CS231N Midterm
Formula for calculating output width/height
(W−F+2P)/S+1
Given a random weight matrix and N classes to predict, what should we predict the average softmax loss to be?
-log(1/N)
with a regularization penalty, we can never achieve a loss of ___
0 (only occurs in pathological setting of W=0)
3 problems with sigmoid
1.) saturated neurons kill gradients, 2.) outputs not zero-centered, 3.) exp() is compute expensive
(context: CIFAR-10) a single weight matrix W is effectively evaluating ___ classifiers in parallel, where each is a _____
10 separate; row in W
modern convolutional neural nets contain orders of ____ parameters made up of approximately ____ layers
100 million; 10-20
What is the number of learnable parameters for a 5x5 filter operating on an RGB image?
5x5x3 + 1 for bias = 76
Why is problematic that the outputs of the sigmoid neuron are not zero-centered?
Because if the data coming into a neuron is always positive, then the gradients on all the weights w will during backpropagation be all positive or all negative, creating a zig-zag dynamic in the gradient updates for the weights
Why is centered numerical gradient less good at avoiding kinks?
Coarser (larger) stepsizes always result in less accurate numerical approximations
kinks and gradient check accuracy
Consider gradient checking the ReLU function at x=-1e6. The gradient here is zero, but a numerical gradient might compute a non-zero gradient because f(x+h) might cross over the kink and introduce a non-zero contribution.
What's the big downside of L-BFGS?
Even after we eliminate the memory concerns, a large downside of a naive application of L-BFGS is that it must be computed over the entire training set, which could contain millions of examples.
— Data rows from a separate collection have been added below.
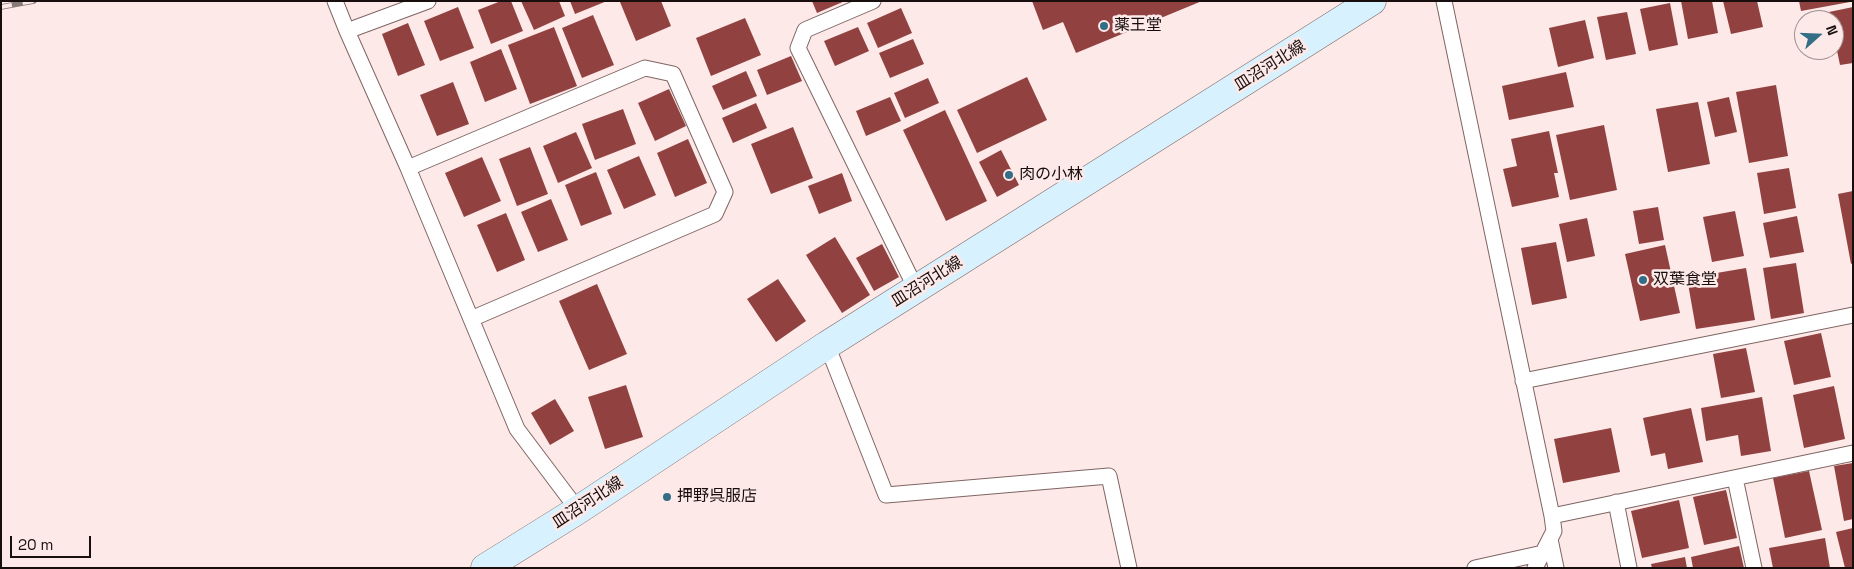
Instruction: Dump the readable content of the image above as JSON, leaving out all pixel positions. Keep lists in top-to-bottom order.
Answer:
{
  "streets": {
    "main road": ["皿沼河北線"]
  },
  "places": [
    "薬王堂",
    "肉の小林",
    "双葉食堂",
    "押野呉服店"
  ],
  "scale_bar": "20 m",
  "north": "right"
}
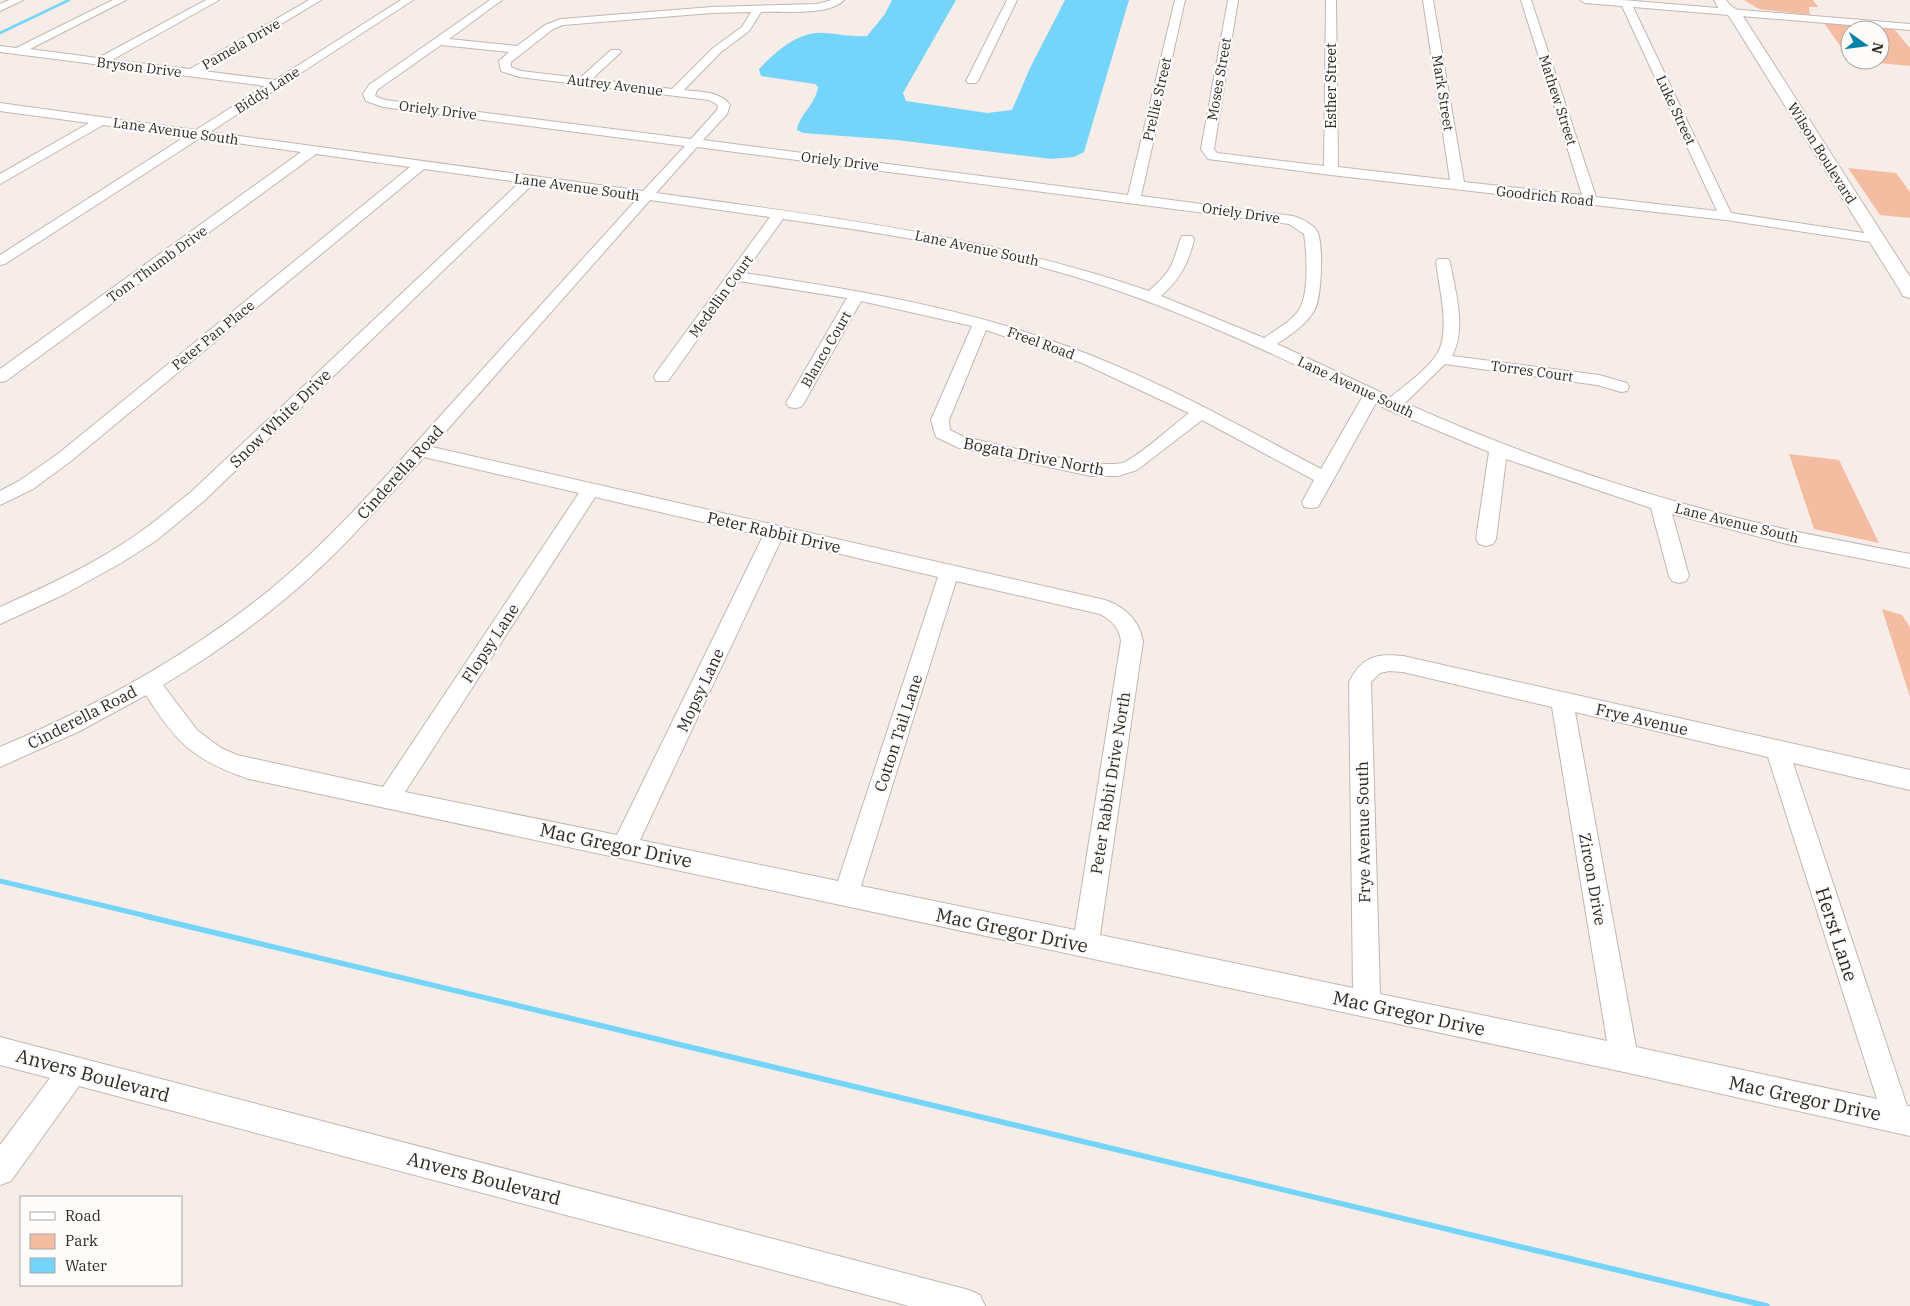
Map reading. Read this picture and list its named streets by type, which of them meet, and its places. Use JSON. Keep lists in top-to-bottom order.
{
  "streets": {
    "main road": ["Wilson Boulevard"],
    "street": [
      "Pamela Drive",
      "Bryson Drive",
      "Moses Street",
      "Autrey Avenue",
      "Esther Street",
      "Biddy Lane",
      "Mark Street",
      "Prellie Street",
      "Mathew Street",
      "Oriely Drive",
      "Luke Street",
      "Lane Avenue South",
      "Goodrich Road",
      "Tom Thumb Drive",
      "Medellin Court",
      "Peter Pan Place",
      "Freel Road",
      "Blanco Court",
      "Torres Court",
      "Snow White Drive",
      "Bogata Drive North",
      "Cinderella Road",
      "Peter Rabbit Drive",
      "Flopsy Lane",
      "Mopsy Lane",
      "Frye Avenue",
      "Cotton Tail Lane",
      "Peter Rabbit Drive North",
      "Frye Avenue South",
      "Mac Gregor Drive",
      "Zircon Drive",
      "Herst Lane",
      "Anvers Boulevard"
    ]
  },
  "crossings": [
    ["Pamela Drive", "Bryson Drive"],
    ["Bryson Drive", "Biddy Lane"],
    ["Moses Street", "Goodrich Road"],
    ["Autrey Avenue", "Cinderella Road"],
    ["Esther Street", "Goodrich Road"],
    ["Biddy Lane", "Lane Avenue South"],
    ["Mark Street", "Goodrich Road"],
    ["Prellie Street", "Oriely Drive"],
    ["Mathew Street", "Goodrich Road"],
    ["Oriely Drive", "Lane Avenue South"],
    ["Oriely Drive", "Cinderella Road"],
    ["Luke Street", "Goodrich Road"],
    ["Lane Avenue South", "Tom Thumb Drive"],
    ["Lane Avenue South", "Medellin Court"],
    ["Lane Avenue South", "Peter Pan Place"],
    ["Lane Avenue South", "Snow White Drive"],
    ["Lane Avenue South", "Cinderella Road"],
    ["Wilson Boulevard", "Goodrich Road"],
    ["Medellin Court", "Freel Road"],
    ["Freel Road", "Blanco Court"],
    ["Freel Road", "Bogata Drive North"],
    ["Cinderella Road", "Peter Rabbit Drive"],
    ["Cinderella Road", "Mac Gregor Drive"],
    ["Peter Rabbit Drive", "Flopsy Lane"],
    ["Peter Rabbit Drive", "Mopsy Lane"],
    ["Peter Rabbit Drive", "Cotton Tail Lane"],
    ["Peter Rabbit Drive", "Peter Rabbit Drive North"],
    ["Flopsy Lane", "Mac Gregor Drive"],
    ["Mopsy Lane", "Mac Gregor Drive"],
    ["Frye Avenue", "Frye Avenue South"],
    ["Frye Avenue", "Zircon Drive"],
    ["Frye Avenue", "Herst Lane"],
    ["Cotton Tail Lane", "Mac Gregor Drive"],
    ["Peter Rabbit Drive North", "Mac Gregor Drive"],
    ["Frye Avenue South", "Mac Gregor Drive"],
    ["Mac Gregor Drive", "Zircon Drive"],
    ["Mac Gregor Drive", "Herst Lane"]
  ],
  "legend": ["Road", "Park", "Water"],
  "north": "right"
}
Unlike mini-batch SGD, getting L-BFGS to work on mini-batches is more tricky and an active area of research.
bias trick
Extend every vector x such that it always holds the constant 1 - a default bias dimension. Now the new score function simplifies to f(x) = Wx
T/F: the decision boundary of a KNN classifier is linear.
False
convert conv layer to FC
For any CONV layer there is an FC layer that implements the same forward function. The weight matrix would be a large matrix that is mostly zero except for at certain blocks (due to local connectivity) where the weights in many of the blocks are equal (due to parameter sharing).
What does it mean when a ReLU neuron "dies"?
For example, a large gradient flowing through a ReLU neuron could cause the weights to update in such a way that the neuron will never activate on any datapoint again. For example, you may find that as much as 40% of your network can be "dead" (i.e. neurons that never activate across the entire training dataset) if the learning rate is set too high
convert any FC layer to CONV
For example, an FC layer with K=4096K that is looking at some input volume of size 7×7×512 can be equivalently expressed as a CONV layer with F=7,P=0,S=1,K=4096. In other words, we are setting the filter size to be exactly the size of the input volume, and hence the output will simply be 1×1×4096 since only a single depth column "fits" across the input volume, giving identical result as the initial FC layer.
Why is it nice to be able to convert FC layers to CONV layers?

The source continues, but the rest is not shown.